__Exercise directions__. Write out each line of the entries exactly, starting at the first and finishing with the line that contains "--surface:#fff; --page:#f2f2f3; --text:#1f2937;".

__Saved entries__.
--
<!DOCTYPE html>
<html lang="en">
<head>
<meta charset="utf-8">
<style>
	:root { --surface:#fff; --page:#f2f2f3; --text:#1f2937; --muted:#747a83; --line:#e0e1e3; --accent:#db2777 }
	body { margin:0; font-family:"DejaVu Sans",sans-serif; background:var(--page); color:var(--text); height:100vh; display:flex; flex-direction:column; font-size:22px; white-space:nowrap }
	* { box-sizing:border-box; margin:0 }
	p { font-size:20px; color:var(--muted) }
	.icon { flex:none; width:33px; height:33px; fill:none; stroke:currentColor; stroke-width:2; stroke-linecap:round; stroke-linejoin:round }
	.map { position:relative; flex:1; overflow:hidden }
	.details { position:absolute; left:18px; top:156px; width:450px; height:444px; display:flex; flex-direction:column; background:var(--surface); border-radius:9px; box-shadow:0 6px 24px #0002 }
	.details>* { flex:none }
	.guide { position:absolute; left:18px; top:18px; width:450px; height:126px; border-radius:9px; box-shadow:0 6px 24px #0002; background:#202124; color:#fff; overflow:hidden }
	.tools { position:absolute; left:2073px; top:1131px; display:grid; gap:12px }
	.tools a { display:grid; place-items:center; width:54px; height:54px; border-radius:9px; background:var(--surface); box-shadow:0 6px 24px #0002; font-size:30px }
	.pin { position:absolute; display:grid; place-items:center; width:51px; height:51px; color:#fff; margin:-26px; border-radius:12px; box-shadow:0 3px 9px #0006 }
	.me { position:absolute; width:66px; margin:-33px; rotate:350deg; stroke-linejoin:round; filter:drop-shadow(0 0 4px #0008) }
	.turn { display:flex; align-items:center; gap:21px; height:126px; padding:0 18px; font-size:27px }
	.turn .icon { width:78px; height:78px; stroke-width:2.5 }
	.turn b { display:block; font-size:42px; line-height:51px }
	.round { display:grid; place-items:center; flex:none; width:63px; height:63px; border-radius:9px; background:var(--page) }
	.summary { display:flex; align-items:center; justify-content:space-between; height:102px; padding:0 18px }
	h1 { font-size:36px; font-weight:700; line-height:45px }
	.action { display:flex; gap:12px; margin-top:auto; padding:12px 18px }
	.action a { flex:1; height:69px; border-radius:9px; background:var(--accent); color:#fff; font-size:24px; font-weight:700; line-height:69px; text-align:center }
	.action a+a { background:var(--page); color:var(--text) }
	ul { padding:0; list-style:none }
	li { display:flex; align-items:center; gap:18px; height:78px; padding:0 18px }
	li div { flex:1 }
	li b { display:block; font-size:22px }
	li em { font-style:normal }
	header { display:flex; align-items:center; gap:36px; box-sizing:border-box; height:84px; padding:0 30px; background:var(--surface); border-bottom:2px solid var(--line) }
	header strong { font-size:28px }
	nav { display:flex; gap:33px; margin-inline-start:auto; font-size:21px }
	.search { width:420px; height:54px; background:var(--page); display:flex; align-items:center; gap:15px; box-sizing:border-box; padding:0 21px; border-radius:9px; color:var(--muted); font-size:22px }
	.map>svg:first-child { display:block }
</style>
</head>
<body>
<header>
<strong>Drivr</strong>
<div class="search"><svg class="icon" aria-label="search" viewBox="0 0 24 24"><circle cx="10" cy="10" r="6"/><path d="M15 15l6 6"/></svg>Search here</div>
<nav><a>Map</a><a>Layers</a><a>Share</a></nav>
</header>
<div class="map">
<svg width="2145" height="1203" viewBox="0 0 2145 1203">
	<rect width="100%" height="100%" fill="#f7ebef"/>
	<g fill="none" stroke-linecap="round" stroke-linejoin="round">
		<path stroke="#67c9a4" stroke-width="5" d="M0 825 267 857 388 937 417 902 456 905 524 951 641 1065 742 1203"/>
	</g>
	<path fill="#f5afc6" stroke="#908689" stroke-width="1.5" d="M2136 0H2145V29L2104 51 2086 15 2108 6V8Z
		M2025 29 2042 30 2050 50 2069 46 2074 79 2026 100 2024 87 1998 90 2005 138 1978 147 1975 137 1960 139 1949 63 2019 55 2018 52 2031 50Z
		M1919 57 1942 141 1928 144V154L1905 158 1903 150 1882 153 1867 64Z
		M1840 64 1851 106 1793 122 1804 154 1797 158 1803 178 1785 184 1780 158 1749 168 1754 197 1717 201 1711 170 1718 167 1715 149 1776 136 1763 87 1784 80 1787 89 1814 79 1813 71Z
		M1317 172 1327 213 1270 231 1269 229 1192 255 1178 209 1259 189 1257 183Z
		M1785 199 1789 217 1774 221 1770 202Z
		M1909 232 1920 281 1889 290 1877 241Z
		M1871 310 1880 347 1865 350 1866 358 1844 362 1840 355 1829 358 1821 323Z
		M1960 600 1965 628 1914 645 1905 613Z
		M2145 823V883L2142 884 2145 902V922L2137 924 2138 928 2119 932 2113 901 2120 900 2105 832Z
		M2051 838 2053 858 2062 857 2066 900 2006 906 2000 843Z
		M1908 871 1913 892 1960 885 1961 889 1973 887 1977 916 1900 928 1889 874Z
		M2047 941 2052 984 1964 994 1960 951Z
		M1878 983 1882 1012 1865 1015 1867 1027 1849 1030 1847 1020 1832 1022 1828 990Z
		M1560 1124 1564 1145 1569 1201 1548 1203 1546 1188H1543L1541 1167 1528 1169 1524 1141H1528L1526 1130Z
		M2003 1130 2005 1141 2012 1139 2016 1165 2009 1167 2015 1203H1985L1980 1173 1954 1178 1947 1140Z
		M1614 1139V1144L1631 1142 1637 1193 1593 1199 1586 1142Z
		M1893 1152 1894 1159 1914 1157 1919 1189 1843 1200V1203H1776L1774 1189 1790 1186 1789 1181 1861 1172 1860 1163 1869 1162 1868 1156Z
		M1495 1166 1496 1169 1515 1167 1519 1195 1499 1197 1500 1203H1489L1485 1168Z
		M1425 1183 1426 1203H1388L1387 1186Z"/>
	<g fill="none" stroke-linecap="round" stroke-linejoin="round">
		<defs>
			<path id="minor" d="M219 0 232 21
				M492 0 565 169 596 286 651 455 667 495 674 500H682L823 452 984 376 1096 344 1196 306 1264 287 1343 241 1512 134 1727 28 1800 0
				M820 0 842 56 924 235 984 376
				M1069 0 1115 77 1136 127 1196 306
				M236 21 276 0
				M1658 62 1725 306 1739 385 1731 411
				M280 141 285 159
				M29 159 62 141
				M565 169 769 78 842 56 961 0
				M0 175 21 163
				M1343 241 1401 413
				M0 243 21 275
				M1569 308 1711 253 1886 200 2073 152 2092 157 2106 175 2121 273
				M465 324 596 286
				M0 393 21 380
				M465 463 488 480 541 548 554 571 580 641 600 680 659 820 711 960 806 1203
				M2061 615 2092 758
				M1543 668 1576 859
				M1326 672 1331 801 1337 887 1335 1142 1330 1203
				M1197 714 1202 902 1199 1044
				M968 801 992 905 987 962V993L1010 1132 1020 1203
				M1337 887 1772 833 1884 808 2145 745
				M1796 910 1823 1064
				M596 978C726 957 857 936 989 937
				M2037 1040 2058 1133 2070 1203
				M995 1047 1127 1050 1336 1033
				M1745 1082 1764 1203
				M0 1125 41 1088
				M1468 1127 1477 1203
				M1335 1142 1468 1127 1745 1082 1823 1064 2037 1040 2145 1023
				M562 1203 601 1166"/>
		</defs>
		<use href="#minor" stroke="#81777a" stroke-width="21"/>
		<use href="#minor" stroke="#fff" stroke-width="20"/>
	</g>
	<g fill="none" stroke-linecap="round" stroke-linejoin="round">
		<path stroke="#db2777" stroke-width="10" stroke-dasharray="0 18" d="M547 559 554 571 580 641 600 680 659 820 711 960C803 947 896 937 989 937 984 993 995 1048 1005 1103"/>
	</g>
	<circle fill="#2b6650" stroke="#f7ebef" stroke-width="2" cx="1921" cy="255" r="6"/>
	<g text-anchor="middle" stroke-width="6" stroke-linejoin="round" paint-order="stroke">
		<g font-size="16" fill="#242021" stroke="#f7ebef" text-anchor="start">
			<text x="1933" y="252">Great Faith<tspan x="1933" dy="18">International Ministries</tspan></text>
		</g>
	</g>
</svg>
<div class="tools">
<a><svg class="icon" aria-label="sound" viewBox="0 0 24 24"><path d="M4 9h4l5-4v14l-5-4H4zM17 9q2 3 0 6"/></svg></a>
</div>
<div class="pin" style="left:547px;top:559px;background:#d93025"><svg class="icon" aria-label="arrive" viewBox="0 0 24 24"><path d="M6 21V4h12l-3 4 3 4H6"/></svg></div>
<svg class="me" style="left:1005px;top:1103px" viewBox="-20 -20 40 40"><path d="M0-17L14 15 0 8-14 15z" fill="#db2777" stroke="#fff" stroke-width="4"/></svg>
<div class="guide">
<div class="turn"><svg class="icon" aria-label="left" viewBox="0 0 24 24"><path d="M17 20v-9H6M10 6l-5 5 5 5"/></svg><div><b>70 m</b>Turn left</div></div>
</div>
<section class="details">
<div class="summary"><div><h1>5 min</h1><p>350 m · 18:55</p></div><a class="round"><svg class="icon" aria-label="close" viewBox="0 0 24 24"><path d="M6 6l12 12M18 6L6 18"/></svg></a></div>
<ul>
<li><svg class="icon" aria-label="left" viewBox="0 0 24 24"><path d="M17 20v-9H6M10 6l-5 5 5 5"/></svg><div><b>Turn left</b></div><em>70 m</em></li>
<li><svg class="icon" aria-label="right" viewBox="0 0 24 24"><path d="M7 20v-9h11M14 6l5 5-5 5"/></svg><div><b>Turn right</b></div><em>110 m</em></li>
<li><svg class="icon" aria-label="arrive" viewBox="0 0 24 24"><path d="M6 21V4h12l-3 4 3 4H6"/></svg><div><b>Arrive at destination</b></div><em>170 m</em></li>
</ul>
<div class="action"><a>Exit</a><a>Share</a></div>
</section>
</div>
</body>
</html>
--
__Response to this task__.
<!DOCTYPE html>
<html lang="en">
<head>
<meta charset="utf-8">
<style>
	:root { --surface:#fff; --page:#f2f2f3; --text:#1f2937; --muted:#747a83; --line:#e0e1e3; --accent:#db2777 }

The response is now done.